> _Collected data entries_

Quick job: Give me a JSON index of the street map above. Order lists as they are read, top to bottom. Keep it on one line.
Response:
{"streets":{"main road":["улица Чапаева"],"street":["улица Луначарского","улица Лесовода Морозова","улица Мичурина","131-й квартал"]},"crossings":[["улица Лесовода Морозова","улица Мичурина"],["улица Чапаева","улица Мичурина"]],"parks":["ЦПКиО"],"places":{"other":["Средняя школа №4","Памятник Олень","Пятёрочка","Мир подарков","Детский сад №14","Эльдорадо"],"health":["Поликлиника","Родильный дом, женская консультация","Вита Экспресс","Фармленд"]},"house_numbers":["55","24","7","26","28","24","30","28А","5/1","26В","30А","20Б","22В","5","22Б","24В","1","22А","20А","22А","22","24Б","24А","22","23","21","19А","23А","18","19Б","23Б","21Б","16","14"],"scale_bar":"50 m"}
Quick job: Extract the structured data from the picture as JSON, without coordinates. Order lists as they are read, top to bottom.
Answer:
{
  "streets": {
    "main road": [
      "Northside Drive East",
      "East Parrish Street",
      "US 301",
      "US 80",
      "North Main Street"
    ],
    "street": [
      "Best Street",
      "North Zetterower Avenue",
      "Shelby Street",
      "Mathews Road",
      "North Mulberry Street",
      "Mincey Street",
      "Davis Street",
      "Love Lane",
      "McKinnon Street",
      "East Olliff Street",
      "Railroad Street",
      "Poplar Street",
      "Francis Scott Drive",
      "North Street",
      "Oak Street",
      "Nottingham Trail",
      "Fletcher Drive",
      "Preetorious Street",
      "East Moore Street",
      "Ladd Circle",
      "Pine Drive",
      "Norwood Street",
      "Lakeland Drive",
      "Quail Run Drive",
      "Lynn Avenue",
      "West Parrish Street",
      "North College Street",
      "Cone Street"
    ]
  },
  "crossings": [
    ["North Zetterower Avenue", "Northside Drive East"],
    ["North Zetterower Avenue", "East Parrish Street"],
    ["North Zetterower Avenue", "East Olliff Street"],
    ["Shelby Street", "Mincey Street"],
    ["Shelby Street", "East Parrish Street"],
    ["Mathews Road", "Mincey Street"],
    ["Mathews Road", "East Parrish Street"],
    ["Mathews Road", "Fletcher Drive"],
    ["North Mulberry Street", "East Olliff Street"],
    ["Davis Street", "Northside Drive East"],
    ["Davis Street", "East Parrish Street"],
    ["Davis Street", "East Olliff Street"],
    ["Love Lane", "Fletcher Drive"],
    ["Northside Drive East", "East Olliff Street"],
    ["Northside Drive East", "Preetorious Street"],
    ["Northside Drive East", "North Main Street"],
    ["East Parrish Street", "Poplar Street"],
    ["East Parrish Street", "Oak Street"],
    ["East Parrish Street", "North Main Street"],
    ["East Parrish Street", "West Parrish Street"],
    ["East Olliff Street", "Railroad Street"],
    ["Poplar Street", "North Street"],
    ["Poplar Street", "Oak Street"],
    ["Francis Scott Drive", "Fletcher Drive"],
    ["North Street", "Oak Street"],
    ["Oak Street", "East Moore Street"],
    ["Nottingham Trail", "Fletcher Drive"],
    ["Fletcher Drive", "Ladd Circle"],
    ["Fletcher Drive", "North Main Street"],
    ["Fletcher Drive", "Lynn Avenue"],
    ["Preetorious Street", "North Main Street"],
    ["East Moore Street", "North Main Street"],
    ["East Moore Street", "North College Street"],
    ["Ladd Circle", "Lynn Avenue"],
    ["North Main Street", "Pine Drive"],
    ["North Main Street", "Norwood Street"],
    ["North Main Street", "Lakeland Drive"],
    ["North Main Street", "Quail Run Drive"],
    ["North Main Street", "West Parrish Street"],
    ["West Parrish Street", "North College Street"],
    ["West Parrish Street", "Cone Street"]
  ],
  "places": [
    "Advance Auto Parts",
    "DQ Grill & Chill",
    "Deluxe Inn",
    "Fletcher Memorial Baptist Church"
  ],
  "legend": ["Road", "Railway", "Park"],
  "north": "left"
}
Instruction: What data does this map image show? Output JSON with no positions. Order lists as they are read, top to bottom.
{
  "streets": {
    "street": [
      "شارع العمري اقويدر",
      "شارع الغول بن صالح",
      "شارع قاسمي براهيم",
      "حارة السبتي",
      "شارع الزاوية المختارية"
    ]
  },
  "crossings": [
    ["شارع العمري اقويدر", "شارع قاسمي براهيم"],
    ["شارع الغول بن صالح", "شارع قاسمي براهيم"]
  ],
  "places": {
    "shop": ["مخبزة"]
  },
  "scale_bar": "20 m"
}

> _ABOUT THIS TASK_
Send back each record exactly as it stands.

> _EXPECTED OUTPUT_
Quick job: Give me a JSON index of the street map above. Order lists as they are read, top to bottom. Keep it on one line.
Response:
{"streets":{"main road":["улица Чапаева"],"street":["улица Луначарского","улица Лесовода Морозова","улица Мичурина","131-й квартал"]},"crossings":[["улица Лесовода Морозова","улица Мичурина"],["улица Чапаева","улица Мичурина"]],"parks":["ЦПКиО"],"places":{"other":["Средняя школа №4","Памятник Олень","Пятёрочка","Мир подарков","Детский сад №14","Эльдорадо"],"health":["Поликлиника","Родильный дом, женская консультация","Вита Экспресс","Фармленд"]},"house_numbers":["55","24","7","26","28","24","30","28А","5/1","26В","30А","20Б","22В","5","22Б","24В","1","22А","20А","22А","22","24Б","24А","22","23","21","19А","23А","18","19Б","23Б","21Б","16","14"],"scale_bar":"50 m"}
Quick job: Extract the structured data from the picture as JSON, without coordinates. Order lists as they are read, top to bottom.
Answer:
{
  "streets": {
    "main road": [
      "Northside Drive East",
      "East Parrish Street",
      "US 301",
      "US 80",
      "North Main Street"
    ],
    "street": [
      "Best Street",
      "North Zetterower Avenue",
      "Shelby Street",
      "Mathews Road",
      "North Mulberry Street",
      "Mincey Street",
      "Davis Street",
      "Love Lane",
      "McKinnon Street",
      "East Olliff Street",
      "Railroad Street",
      "Poplar Street",
      "Francis Scott Drive",
      "North Street",
      "Oak Street",
      "Nottingham Trail",
      "Fletcher Drive",
      "Preetorious Street",
      "East Moore Street",
      "Ladd Circle",
      "Pine Drive",
      "Norwood Street",
      "Lakeland Drive",
      "Quail Run Drive",
      "Lynn Avenue",
      "West Parrish Street",
      "North College Street",
      "Cone Street"
    ]
  },
  "crossings": [
    ["North Zetterower Avenue", "Northside Drive East"],
    ["North Zetterower Avenue", "East Parrish Street"],
    ["North Zetterower Avenue", "East Olliff Street"],
    ["Shelby Street", "Mincey Street"],
    ["Shelby Street", "East Parrish Street"],
    ["Mathews Road", "Mincey Street"],
    ["Mathews Road", "East Parrish Street"],
    ["Mathews Road", "Fletcher Drive"],
    ["North Mulberry Street", "East Olliff Street"],
    ["Davis Street", "Northside Drive East"],
    ["Davis Street", "East Parrish Street"],
    ["Davis Street", "East Olliff Street"],
    ["Love Lane", "Fletcher Drive"],
    ["Northside Drive East", "East Olliff Street"],
    ["Northside Drive East", "Preetorious Street"],
    ["Northside Drive East", "North Main Street"],
    ["East Parrish Street", "Poplar Street"],
    ["East Parrish Street", "Oak Street"],
    ["East Parrish Street", "North Main Street"],
    ["East Parrish Street", "West Parrish Street"],
    ["East Olliff Street", "Railroad Street"],
    ["Poplar Street", "North Street"],
    ["Poplar Street", "Oak Street"],
    ["Francis Scott Drive", "Fletcher Drive"],
    ["North Street", "Oak Street"],
    ["Oak Street", "East Moore Street"],
    ["Nottingham Trail", "Fletcher Drive"],
    ["Fletcher Drive", "Ladd Circle"],
    ["Fletcher Drive", "North Main Street"],
    ["Fletcher Drive", "Lynn Avenue"],
    ["Preetorious Street", "North Main Street"],
    ["East Moore Street", "North Main Street"],
    ["East Moore Street", "North College Street"],
    ["Ladd Circle", "Lynn Avenue"],
    ["North Main Street", "Pine Drive"],
    ["North Main Street", "Norwood Street"],
    ["North Main Street", "Lakeland Drive"],
    ["North Main Street", "Quail Run Drive"],
    ["North Main Street", "West Parrish Street"],
    ["West Parrish Street", "North College Street"],
    ["West Parrish Street", "Cone Street"]
  ],
  "places": [
    "Advance Auto Parts",
    "DQ Grill & Chill",
    "Deluxe Inn",
    "Fletcher Memorial Baptist Church"
  ],
  "legend": ["Road", "Railway", "Park"],
  "north": "left"
}
Instruction: What data does this map image show? Output JSON with no positions. Order lists as they are read, top to bottom.
{
  "streets": {
    "street": [
      "شارع العمري اقويدر",
      "شارع الغول بن صالح",
      "شارع قاسمي براهيم",
      "حارة السبتي",
      "شارع الزاوية المختارية"
    ]
  },
  "crossings": [
    ["شارع العمري اقويدر", "شارع قاسمي براهيم"],
    ["شارع الغول بن صالح", "شارع قاسمي براهيم"]
  ],
  "places": {
    "shop": ["مخبزة"]
  },
  "scale_bar": "20 m"
}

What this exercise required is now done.